WordPress ignore init for crawlers

I just realized that crawlers like google are triggering massive activity from all add_action binded to ‘init‘.

Is this normal behaviour? Is it possible to trigger ‘init’ only for legit visitors?

Solutions Collecting From Web of "WordPress ignore init for crawlers"

Just added this to functions.php:

// Returns TRUE if it's a crawler
function check_is_crawler() {
    if (isset($_SERVER['HTTP_USER_AGENT']) && preg_match('/bot|wget|crawl|google|slurp|spider/i', $_SERVER['HTTP_USER_AGENT'])) {
        return true;
    } else {
        return false;
    }
}

And I’m using it on critical functions to lower resource usage.

Also, created a robots.txt with the following content:

User-agent: *
Crawl-delay: 10

It puts a halt on crawlers, so they don’t “spam” your website and consume all your resources

Be warned ! However, google does not like this AT ALL. When accessing your page, if google notices different behavior for crawlers and visitors from your website, it will possibly consider your website as spam.

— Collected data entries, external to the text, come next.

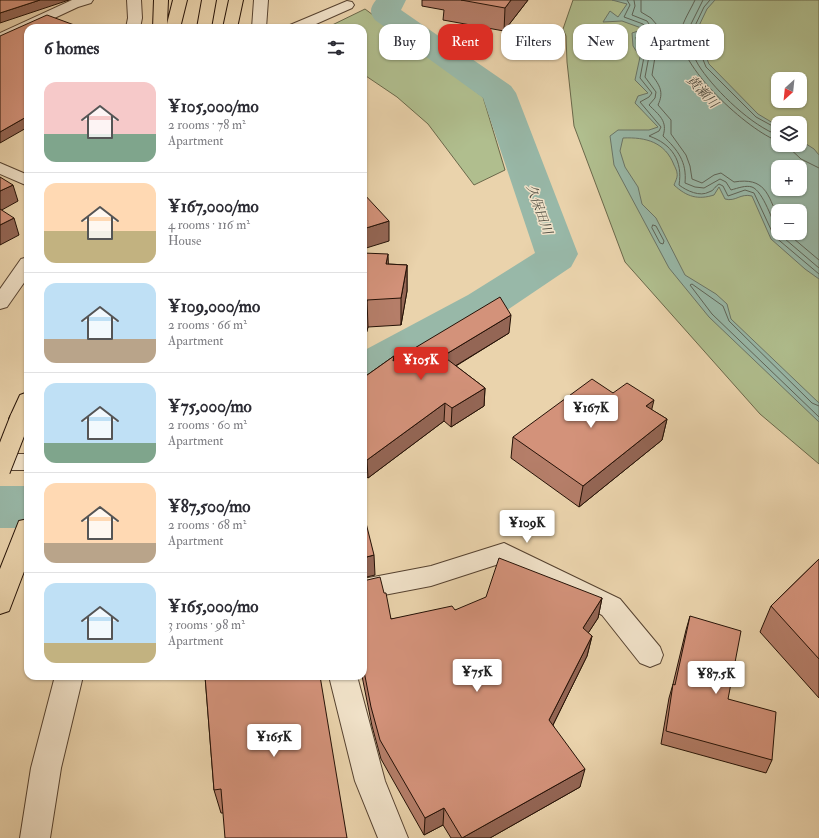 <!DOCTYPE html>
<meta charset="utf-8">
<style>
body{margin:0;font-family:"IM FELL Double Pica","Noto Serif JP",serif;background:#f2f2f3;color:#2b2b33;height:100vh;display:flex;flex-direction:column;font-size:15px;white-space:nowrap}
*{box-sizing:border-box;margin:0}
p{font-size:13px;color:#7c7c81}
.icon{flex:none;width:22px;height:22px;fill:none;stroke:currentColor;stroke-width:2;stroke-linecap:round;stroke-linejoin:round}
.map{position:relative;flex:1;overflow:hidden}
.panel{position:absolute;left:24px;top:24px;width:343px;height:656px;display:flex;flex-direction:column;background:#fff;border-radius:12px;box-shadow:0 1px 3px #0004}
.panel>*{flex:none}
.banner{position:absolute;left:379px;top:24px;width:380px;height:36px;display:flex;gap:8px}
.needle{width:26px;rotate:207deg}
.buttons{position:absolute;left:771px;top:72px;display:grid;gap:8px}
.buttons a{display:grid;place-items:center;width:36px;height:36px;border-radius:8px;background:#fff;box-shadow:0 1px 3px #0004;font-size:20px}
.price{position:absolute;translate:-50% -34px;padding:0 9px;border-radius:4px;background:#fff;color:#222;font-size:13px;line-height:26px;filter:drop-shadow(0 1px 2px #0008)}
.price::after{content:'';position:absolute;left:50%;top:24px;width:12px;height:9px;margin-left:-6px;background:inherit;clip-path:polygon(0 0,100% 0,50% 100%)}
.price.on{background:#d93025;color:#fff}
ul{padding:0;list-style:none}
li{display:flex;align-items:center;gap:12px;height:100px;padding:0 20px}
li+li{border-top:1px solid #e1e1e2}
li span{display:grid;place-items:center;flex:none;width:112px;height:80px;border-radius:12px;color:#555}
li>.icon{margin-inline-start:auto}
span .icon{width:48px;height:48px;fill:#fffc;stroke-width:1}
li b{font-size:17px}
h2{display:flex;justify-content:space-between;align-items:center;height:48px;padding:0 20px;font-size:17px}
.chip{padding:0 14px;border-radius:12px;background:#fff;box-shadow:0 1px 3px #0004;font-size:14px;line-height:36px}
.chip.on{background:#d93025;color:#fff}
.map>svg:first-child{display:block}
</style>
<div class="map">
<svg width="819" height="838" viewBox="0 0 819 838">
<rect width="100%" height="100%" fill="#ead3ac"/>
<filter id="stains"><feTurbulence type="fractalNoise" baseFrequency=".005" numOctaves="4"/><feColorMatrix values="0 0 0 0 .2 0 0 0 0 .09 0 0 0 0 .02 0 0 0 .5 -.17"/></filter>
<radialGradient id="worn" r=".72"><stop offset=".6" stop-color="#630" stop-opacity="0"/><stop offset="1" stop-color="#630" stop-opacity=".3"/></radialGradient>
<path fill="#b0be8e" stroke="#6a684a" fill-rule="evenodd" d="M573,0H819V464L760,414L625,262L574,126L567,62L566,36L563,29ZM778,79H800V101H778ZM778,123H800V145H778ZM778,167H800V189H778ZM778,211H800V233H778Z
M365,9L483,97L505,170L474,185L428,124L397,97L363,74V28H326Z"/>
<path fill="#98b8a8" stroke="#6a7567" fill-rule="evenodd" d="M612,0H715L707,9L696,32L709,64L758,114L778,126V145H800V140L814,149L819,155V279L805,269L771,239L752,196C740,193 736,202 725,199L719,187L714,195C698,200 687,197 674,185C675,182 678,177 677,173C677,171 675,167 674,165C665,142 646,137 623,138L620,151L625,167L638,187L642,204L656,218L685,275L716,294L727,304L731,319L819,403V422L709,317L669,268L614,165L610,136L618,130H649L658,127L635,103L638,96L648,93L635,80L640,57L633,46L632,33L644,29L622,21L603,22L610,11L618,17L627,4ZM778,167H800V189H778ZM778,211H800V233H778Z"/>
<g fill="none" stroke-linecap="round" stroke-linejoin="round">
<path stroke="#5e6457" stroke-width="1" d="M627,0L630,5L624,17L643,24L646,28L645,33L636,37L637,44L644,57L640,78L652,93L649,97L640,102L661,127L659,131L649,136C672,144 683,161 679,185C687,191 700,197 709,192C714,191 715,186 719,184L723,186L728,196L745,190L754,193L774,236L819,274
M634,0L635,6L632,15L647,21L651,27L650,35L641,41L649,56L645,77L656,92L655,98L649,105C659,115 668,121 663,136C678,150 687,162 685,183L695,187L704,188L720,179L726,182L731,190C738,188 746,185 752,187C763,191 773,222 778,233
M641,0V12L651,18L657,25L656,33L650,44L655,57L652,75C660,86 664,92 658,105L671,120V134L686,155L690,166L692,179L702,183L714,175L721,173L734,182C765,177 768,194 778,218
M695,0C691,9 683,21 681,31C674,64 750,132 778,141
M703,0L687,32C689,45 694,59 701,69C717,92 752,126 778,135
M710,0L704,7L692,32L706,67L756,117L778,129
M786,145L801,159L819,168
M653,225L656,226L664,241L663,244L660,243L652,228Z
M778,233L819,268
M787,233L819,260
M819,406L812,403L729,321L723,306L692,284L690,285L712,314L819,417"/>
<path fill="#98b8a8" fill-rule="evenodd" d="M376,0H406L401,10L511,86L516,93L578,254L571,267L500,315L380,382L363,387V351L468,295L535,253L483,98L375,20C369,12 370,8 376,0Z
M0,486H28V528H0Z"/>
<g stroke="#564230" stroke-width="2">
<path id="minor" d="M72,0H93L91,3L78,7L33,28H28V30L0,42V33Z
M127,0H141L142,18L140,28H126L128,18Z
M254,0H268L266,28H252Z
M347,1L352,2L354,5L352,8L307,28H288L290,25Z
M0,163L28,175V186L0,174Z
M28,257V277L7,307L0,309V289L21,259Z
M0,454H28V470H0Z
M504,543L620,599L660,647L663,655L660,663L650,667L640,663L602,615L502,563L431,586L363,599V579L431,566Z
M55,676H83L61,768L50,838H20L31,768Z
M329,676H357L385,781L408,838H378L355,781Z"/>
</g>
<g stroke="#241106" stroke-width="2">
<path id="trunk" d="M154,0H168L167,24L173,0H187L180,28H153Z
M202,0H216L211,28H197Z
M229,0H243L237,28H223Z
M28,392V424L20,427L12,424L9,419L20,395Z
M28,519V561L9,611L0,614V569L19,521Z"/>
</g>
<use href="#minor" fill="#f1e2c9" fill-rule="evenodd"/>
<use href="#trunk" fill="#ead3ac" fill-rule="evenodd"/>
<g stroke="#241106" stroke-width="22" stroke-linecap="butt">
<path id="trunk-bridge" d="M0,470L20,419"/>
</g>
<use href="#trunk-bridge" stroke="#ead3ac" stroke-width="20"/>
</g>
<path fill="#b57e69" stroke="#241106" d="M422,0H528L504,31L443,20L444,10L422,6Z
M363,253L388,264L407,265V291L401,325L368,327L365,338H363Z
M509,333L456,366L485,388L484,406L451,427L444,421L368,478L363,474V378L394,356V360Z
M613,393L652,410L667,419L662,440L579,507L511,458L513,437Z
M819,559V698L760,632L771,606Z
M363,581L391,619L455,610L602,598L598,618L588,633L592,636L587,656L553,725L580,787L490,838H451L443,825L424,835L381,759L372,726L362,676H363Z
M690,616L728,699L772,760L766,773L661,744L669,698L673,684L686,630Z
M205,676L347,838L223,813H221L214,790Z"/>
<path fill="#946655" stroke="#241106" d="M40,0H69L0,23V13Z
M511,0H528L504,31L505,8Z
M28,116V127L0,143V132Z
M13,185L18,201L0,211V191Z
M14,218L19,235L0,245V225Z
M389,221V241L363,249V229Z
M388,254L389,280L386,264Z
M407,265V291L401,325V298Z
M367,300L368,327L365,338L364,312Z
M511,315L509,333L442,374L443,356Z
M485,388L484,406L451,427L452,408Z
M654,400L649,421L646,406Z
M445,403L444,421L368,478L367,460Z
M667,419L662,440L579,507L583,486Z
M374,555L375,575L363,578V558Z
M602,598L598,618L579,647L583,628Z
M592,636L587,656L546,739L549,720Z
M585,769L580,787L490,838H462Z
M444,808L443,825L424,835L425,818Z"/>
<path fill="#d3927a" stroke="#241106" d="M0,0H40L0,13Z
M461,0H511L505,8Z
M47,15L77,26L72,28H28V116L0,132V36Z
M0,177L13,185L0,191Z
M363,193L389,221L363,229Z
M0,209L14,218L0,225Z
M363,253L388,254L386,264L407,265L401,298L367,300L364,312H363Z
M500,297L511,315L443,356L485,388L452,408L445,403L367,460L363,456V378L394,356L393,361Z
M592,379L613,393L627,383L654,400L646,406L667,419L583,486L513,437Z
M363,511L374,555L363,558Z
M499,558L602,598L583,628L592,636L549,720L585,769L462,838L444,808L425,818L380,740L371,707L363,666V581L380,577L384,593H386L391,619L452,606L455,610L486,597Z
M819,559V659L771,606Z
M690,616L741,631L728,699L776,712L772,760L666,731L673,684L675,685Z
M205,676H320L347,838H225L221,789L214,790Z"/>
<g text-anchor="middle" stroke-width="3" stroke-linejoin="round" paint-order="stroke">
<g font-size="13" font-style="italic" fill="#4d4b3f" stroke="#f1e2c9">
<text transform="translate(703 91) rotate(47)" y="5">黄瀬川</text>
<text transform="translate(540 209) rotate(70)" y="5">久保田川</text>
</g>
</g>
<rect width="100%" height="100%" filter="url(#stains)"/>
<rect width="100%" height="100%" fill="url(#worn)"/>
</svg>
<div class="buttons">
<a><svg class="needle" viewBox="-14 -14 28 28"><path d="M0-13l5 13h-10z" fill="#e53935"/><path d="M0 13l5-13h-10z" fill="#7c7c81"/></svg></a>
<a><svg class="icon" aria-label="layers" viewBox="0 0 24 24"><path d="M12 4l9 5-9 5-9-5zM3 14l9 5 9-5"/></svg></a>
<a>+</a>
<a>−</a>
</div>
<b class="price on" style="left:421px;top:381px">¥105K</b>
<b class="price" style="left:591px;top:429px">¥167K</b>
<b class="price" style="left:527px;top:544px">¥109K</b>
<b class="price" style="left:477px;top:693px">¥75K</b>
<b class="price" style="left:716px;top:695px">¥87.5K</b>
<b class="price" style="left:274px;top:758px">¥165K</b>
<div class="banner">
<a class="chip">Buy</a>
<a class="chip on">Rent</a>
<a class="chip">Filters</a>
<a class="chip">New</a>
<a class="chip">Apartment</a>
</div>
<section class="panel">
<h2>6 homes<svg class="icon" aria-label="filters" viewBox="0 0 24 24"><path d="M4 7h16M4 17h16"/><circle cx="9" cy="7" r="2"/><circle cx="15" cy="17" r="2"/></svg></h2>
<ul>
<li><span style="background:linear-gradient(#f6c9c9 65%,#7fa58c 0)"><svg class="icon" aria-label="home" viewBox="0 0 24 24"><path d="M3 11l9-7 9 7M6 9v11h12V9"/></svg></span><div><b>¥105,000/mo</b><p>2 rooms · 78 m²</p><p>Apartment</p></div></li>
<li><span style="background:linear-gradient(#ffd9b3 60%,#c2b280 0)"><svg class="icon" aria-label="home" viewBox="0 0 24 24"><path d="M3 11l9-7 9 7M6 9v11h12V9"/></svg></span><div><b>¥167,000/mo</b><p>4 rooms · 116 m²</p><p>House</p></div></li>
<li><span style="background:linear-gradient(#bfe0f5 70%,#b9a48a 0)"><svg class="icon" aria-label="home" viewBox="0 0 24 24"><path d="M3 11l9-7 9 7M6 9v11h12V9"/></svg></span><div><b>¥109,000/mo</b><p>2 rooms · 66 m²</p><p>Apartment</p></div></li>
<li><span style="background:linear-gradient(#bfe0f5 75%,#7fa58c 0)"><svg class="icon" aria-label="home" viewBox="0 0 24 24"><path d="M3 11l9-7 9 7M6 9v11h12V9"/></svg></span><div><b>¥75,000/mo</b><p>2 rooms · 60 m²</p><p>Apartment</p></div></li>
<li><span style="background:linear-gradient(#ffd9b3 75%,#b9a48a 0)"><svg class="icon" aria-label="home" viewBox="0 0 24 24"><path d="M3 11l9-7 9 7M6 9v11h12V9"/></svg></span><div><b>¥87,500/mo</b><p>2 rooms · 68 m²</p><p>Apartment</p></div></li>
<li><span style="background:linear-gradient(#bfe0f5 75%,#c2b280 0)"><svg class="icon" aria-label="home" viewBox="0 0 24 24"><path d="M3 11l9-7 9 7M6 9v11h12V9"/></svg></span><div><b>¥165,000/mo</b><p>3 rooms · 98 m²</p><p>Apartment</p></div></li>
</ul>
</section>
</div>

Thanks for the tip @Jack Johansson, I’ll use it only on internal functions. It’s an ads website, and there’s a lot of things going under the hood that don’t output to the user.

If your website is consuming a lot of resources on each pageload, you should also look into a caching solution to help your pages load faster and reduce your overall server usage.

If caching is not possible, using deferred Cronjobs (ie. not WordPress crons but good old server crons) would be a good thing, allowing your visitors to always have the data ready for them instead of having to wait for it to compile/refresh.

Short answer to both your questions is : Yes.

  • A google crawler bot is supposed to crawl every page of your website
    and index the contents. So when a crawler from google is accessing
    your website, it is legit. If you simply want to exclude some of your pages
    from google, use the google webmasters console to do it.
  • You can disable the add_action for crawlers. You need to get the
    user agent, and then use a simple if() in your theme’s
    functions.php to disable it for crawlers. There are plenty of guide on the internet that can help you do this.

Be warned ! However, google does not like this AT ALL. When accessing your page, if google notices different behavior for crawlers and visitors from your website, it will possibly consider your website as spam.

You may have noticed that there are 2 render outputs in Fetch as google, in the google webmasters console. One is the rendered output for visitors, one is rendered by google bot. These 2 must be as close as possible to each other. Even a simple missing CSS may result your website being rendered Messy to google bot, which over time google will consider your website’s appearance as crap.

Many websites try to fool the search engines by providing different output for visitors and crawlers. At least google does not appreciate this, and your website has the potential to be subjected to penalties from this action.